Sudah tiga minggu setelah saya kembali memiliki FB Account. Dan dalam tiga minggu ini tidak banyak status yang saya buat. Mungkin cuma tiga status saja. Saya tidak tahu harus menulis apa di tempat yang hanya bisa memuat beberapa kata itu.

Sebenarnya hampir setiap hari muncul beberapa gagasan untuk menjadi tulisan. Sayang tidak tiap hari pula saya bisa mewujudkannya menjadi tulisan. Padahal beberapa tulisan seperti film review ditulis dengan cara mengalir saja. Hanya setelah film review itu selesai, saya melakukan riset sedikit agar tidak ada data atau fakta yang salah. Idealnya saya membuat sebuah film review untuk setiap film yang saya tonton. Meski film itu jelek, saya yakin bisa menjadi tulisan yang menarik, karena mengungkap kesalahan-kesalahan yang dibuat film itu.

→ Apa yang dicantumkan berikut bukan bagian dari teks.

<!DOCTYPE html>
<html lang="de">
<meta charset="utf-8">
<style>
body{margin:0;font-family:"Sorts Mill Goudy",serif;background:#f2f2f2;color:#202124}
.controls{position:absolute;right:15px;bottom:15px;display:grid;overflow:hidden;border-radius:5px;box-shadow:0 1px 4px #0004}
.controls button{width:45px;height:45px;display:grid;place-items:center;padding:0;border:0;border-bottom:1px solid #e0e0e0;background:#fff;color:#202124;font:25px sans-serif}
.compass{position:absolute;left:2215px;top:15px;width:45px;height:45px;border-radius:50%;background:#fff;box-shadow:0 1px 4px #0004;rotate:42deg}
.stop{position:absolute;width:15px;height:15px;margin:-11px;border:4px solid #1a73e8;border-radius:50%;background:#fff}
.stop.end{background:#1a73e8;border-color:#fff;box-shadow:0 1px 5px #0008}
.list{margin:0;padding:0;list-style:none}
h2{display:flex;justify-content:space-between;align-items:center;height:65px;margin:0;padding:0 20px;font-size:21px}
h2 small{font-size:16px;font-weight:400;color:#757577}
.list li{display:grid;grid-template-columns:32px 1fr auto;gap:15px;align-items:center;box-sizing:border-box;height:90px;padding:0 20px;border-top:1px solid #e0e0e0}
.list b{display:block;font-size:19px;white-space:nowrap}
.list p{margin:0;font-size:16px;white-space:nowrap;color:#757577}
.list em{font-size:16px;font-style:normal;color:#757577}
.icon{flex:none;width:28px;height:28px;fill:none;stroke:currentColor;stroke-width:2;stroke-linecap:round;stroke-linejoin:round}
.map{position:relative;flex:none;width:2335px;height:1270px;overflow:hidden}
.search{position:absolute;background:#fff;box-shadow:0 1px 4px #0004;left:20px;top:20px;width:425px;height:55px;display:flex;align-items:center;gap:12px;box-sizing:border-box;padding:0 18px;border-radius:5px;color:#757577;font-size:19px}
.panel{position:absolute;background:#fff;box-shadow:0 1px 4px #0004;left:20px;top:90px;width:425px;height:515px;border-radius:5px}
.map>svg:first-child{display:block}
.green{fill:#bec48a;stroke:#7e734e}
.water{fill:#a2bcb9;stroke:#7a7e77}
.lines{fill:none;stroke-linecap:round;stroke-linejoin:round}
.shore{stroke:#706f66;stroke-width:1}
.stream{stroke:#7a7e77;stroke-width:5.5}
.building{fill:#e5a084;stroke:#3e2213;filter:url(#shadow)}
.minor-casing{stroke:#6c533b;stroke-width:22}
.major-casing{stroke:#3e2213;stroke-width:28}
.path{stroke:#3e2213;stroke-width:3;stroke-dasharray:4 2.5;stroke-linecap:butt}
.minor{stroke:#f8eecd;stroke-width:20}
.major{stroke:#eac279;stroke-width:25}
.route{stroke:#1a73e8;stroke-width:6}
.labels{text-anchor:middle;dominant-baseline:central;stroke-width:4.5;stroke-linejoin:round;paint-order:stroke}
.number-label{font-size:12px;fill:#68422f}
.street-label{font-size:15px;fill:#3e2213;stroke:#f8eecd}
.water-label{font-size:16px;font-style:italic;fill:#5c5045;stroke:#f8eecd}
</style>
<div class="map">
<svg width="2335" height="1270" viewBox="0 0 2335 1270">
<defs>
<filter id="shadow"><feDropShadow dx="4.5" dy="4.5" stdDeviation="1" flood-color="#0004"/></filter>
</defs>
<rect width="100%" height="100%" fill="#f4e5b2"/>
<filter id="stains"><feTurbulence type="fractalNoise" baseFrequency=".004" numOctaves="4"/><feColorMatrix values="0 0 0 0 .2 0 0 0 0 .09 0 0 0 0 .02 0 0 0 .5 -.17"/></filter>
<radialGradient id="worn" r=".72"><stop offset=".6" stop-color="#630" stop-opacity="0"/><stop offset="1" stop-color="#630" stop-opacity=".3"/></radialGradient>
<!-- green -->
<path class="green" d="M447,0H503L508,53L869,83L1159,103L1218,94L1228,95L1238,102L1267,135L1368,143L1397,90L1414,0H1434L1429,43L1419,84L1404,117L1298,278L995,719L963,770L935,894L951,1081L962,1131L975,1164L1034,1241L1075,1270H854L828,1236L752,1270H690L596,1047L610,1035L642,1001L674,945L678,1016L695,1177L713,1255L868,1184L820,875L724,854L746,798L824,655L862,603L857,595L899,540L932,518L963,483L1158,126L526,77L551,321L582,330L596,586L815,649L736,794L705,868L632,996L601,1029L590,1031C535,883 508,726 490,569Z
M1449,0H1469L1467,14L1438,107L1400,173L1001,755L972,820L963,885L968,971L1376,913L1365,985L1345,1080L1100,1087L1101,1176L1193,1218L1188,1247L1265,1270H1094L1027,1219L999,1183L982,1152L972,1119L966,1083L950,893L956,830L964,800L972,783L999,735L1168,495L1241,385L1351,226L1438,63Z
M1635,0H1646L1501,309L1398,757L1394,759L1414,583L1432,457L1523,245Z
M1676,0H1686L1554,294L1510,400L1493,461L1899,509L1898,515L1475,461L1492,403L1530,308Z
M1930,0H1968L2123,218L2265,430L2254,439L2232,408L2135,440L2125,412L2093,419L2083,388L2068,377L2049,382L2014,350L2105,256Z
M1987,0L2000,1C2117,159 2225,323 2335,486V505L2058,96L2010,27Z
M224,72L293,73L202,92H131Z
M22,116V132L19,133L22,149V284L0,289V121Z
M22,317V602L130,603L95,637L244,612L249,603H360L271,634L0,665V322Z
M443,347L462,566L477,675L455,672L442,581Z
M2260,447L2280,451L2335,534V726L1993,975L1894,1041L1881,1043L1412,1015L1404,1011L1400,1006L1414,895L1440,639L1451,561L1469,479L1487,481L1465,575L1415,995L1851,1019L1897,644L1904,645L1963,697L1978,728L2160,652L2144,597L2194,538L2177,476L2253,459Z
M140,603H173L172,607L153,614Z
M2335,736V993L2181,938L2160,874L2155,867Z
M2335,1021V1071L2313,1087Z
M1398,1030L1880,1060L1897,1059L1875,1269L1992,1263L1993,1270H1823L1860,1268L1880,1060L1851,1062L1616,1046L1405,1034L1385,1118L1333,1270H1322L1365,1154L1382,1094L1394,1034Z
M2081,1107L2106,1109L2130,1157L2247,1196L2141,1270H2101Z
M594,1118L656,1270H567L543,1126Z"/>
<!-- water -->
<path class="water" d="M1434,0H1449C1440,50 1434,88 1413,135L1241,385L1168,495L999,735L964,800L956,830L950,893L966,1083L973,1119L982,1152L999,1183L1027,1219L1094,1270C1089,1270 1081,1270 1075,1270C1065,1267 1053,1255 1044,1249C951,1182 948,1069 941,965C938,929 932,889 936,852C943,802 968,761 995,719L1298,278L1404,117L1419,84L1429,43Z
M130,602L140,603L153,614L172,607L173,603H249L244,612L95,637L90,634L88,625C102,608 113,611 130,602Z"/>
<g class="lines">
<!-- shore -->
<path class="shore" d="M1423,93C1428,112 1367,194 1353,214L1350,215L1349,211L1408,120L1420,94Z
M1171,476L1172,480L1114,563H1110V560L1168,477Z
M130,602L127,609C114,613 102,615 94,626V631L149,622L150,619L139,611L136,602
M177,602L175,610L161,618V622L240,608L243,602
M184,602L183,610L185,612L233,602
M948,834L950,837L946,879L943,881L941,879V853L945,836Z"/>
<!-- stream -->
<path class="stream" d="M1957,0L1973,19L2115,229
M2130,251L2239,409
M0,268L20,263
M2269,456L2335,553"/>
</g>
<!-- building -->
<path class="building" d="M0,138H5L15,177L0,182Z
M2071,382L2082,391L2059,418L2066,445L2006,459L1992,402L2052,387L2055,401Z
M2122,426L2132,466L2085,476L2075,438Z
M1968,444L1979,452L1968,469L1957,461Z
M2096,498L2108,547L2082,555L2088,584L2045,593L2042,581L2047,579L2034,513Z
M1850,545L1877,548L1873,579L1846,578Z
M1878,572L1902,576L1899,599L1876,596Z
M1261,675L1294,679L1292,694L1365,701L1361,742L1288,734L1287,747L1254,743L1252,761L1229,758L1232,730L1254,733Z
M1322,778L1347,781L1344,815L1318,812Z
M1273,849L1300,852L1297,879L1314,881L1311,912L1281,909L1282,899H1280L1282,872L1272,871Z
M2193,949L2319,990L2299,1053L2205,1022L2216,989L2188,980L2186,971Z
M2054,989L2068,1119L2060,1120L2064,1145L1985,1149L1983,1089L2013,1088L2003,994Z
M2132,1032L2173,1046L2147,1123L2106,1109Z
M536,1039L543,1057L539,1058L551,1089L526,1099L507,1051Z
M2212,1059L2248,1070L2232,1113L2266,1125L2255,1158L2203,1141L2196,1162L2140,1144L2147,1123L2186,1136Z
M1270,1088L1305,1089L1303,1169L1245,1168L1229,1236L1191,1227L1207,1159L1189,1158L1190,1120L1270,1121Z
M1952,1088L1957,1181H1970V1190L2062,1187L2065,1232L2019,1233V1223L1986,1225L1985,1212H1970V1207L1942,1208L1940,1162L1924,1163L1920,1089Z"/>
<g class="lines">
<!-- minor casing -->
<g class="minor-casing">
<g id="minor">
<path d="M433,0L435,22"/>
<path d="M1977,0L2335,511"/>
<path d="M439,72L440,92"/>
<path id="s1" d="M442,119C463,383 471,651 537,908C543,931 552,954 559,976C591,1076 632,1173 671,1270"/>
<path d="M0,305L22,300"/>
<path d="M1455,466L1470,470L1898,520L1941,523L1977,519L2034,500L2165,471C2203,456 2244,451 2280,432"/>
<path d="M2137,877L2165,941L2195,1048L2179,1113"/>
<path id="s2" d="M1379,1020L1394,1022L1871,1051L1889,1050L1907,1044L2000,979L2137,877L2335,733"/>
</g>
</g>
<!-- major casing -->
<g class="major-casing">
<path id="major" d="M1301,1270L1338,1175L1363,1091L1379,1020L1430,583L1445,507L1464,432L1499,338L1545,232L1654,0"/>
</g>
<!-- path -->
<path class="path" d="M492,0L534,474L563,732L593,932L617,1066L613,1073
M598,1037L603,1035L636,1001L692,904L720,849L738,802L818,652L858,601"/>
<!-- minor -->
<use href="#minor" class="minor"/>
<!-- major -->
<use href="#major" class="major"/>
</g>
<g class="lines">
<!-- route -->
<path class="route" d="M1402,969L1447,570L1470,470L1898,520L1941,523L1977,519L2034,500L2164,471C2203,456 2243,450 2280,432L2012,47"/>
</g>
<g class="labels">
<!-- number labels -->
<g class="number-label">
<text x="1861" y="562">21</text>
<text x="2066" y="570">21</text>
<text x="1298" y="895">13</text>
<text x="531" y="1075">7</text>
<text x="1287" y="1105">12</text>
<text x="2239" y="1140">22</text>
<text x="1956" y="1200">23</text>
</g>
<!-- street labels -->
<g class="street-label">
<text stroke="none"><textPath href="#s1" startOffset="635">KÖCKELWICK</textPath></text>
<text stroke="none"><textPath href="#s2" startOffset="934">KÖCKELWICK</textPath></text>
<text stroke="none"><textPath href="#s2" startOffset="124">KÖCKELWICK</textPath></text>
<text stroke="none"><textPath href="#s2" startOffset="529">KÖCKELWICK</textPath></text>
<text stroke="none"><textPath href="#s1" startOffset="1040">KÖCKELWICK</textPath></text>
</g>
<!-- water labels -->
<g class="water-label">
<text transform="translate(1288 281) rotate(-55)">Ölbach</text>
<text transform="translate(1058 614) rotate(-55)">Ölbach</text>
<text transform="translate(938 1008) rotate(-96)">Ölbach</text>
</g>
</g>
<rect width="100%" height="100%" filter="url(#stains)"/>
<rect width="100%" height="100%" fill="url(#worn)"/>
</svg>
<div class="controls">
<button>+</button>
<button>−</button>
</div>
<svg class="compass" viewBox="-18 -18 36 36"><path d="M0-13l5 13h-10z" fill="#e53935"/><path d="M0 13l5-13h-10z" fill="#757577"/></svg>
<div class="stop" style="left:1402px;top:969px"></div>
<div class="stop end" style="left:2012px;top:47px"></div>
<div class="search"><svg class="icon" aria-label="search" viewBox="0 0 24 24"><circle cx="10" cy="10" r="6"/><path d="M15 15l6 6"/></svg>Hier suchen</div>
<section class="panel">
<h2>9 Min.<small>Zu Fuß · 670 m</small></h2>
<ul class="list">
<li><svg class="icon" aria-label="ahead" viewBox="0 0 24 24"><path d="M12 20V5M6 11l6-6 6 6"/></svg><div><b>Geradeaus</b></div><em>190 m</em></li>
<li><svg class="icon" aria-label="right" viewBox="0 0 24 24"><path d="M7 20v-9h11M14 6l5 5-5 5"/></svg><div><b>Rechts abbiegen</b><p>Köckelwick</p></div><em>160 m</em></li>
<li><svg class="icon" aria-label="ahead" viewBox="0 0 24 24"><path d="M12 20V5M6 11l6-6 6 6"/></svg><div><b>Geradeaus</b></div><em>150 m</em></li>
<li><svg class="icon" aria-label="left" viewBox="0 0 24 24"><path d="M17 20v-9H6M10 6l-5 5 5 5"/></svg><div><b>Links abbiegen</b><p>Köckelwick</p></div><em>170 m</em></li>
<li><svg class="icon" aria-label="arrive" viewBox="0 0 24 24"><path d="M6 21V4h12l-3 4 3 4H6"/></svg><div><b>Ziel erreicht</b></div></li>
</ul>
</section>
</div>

Kembali ke FB status. Saya baru saja melihat sebuah status teman saya. Isinya cuma keluhannya tentang seorang yang dikenalnya. Statusnya tidak kasar. Pilihan katanya bagus dan menggambarkan suasana hatinya dengan baik. Namun bagi saya isi status itu terlalu dangkal. Tidak menginspirasikan kebaikan atau sesuatu yang besar.

FaceBook sejak saya kenal lebih dari setahun yang lalu sebenarnya telah menyegarkan ingatan saya pada sebuah buku sastra yang saya baca di awal tahun 80-an, yaitu "Orang Asing" atau L'Étranger dalam bahasa aslinya, karya Albert Camus. Buku ini adalah sebuah novel yang bernuansa filsafat. Kata-kata dan kalimat di dalam novel ini mengalir lugas sekaligus absurd, namun memiliki kedalaman berpikir yang luar biasa. Novel ini telah merubah banyak cara berpikir saya di tahun 80-an itu. Sedangkan membaca FB Status sering hanya membuat saya dongkol, karena kemana aja sih para penulis status FB ini selama ini? Apakah mereka tidak pernah membaca satu saja karya sastra supaya statusnya agak lumayan?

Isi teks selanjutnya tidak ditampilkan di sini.